Now that the initial flurry of reporting on the Clean Power Plan (CPP) has subsided, editorial writers are offering their opinions. While the overwhelming majority of newspapers have published their support for this life-saving and planet-protecting policy, there have been a number of detractors.
It's perhaps an encouraging sign of the times, however, that aside from the Wall Street Journal, nearly all the negative editorials have come from small or ideologically conservative papers. The only sizable papers running anti-CPP pieces have been the NY Post, which ran an editorial; the Star Ledger, home to the perennially misleading Paul Mulshine; and the Dallas Morning News, which featured an op-ed by Jay Ambrose.
Then there are the small outlets, like the Detroit News, Fitchburg Sentinel & Enterprise, Carteret County News-Times and Press Enterprise and the ideologically driven ones like the Washington Times.
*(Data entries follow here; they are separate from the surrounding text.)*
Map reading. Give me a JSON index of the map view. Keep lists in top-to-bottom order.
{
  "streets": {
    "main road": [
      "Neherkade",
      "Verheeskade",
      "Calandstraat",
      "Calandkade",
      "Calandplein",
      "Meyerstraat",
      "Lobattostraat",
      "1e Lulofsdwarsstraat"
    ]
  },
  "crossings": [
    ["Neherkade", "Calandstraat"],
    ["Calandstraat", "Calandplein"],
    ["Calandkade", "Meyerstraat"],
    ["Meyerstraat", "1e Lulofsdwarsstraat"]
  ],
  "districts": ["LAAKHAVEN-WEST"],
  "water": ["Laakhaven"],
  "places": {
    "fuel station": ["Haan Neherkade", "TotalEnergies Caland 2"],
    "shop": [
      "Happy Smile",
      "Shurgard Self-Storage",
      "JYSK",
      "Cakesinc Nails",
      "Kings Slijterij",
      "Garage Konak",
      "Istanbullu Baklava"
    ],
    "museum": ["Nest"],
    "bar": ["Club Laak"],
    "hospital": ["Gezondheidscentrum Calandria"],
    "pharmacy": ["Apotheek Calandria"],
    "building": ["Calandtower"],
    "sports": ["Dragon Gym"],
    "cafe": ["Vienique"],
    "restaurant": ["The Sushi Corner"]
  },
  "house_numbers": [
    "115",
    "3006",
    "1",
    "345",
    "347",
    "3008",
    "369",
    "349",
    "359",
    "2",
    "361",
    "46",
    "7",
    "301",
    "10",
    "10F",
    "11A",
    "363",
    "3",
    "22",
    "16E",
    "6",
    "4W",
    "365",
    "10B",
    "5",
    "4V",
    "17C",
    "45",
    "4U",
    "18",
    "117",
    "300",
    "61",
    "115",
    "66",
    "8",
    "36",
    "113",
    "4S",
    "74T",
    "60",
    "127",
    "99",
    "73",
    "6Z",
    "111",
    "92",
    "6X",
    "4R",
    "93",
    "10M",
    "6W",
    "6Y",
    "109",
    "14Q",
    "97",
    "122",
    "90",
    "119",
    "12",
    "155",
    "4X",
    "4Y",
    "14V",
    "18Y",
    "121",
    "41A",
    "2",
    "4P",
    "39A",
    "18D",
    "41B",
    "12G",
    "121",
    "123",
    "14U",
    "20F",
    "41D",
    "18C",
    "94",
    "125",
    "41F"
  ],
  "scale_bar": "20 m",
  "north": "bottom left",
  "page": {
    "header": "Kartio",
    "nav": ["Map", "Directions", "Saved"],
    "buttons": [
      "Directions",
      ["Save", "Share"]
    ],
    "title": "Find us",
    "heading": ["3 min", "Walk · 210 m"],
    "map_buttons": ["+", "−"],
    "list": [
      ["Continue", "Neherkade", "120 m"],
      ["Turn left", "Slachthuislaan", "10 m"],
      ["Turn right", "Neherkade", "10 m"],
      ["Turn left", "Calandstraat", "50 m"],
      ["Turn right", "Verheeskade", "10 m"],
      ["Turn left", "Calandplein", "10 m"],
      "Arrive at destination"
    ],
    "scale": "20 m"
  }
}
While each of these attacks is slightly different, they all share some common features. If they bother to cite any sources, they go to either debunked industry-sponsored reports or industry-friendly opinion pieces.
Give the pieces a read if you'd like a taste of their rhetoric. According to these writers, the plan "has the potential to devastate the American economy," but those who belong to the "Church of Global Warming" can't see that cheaper renewables in the future is "pie-in-the-sky speculation." You'll also find absurd predictions that the plan will make people choose "whether to eat or go hungry while freezing."
With hyperbolic scary stories, name-calling, and biased sources, these opinion pieces make it clear that if you want to fight clean power, you've got to fight dirty.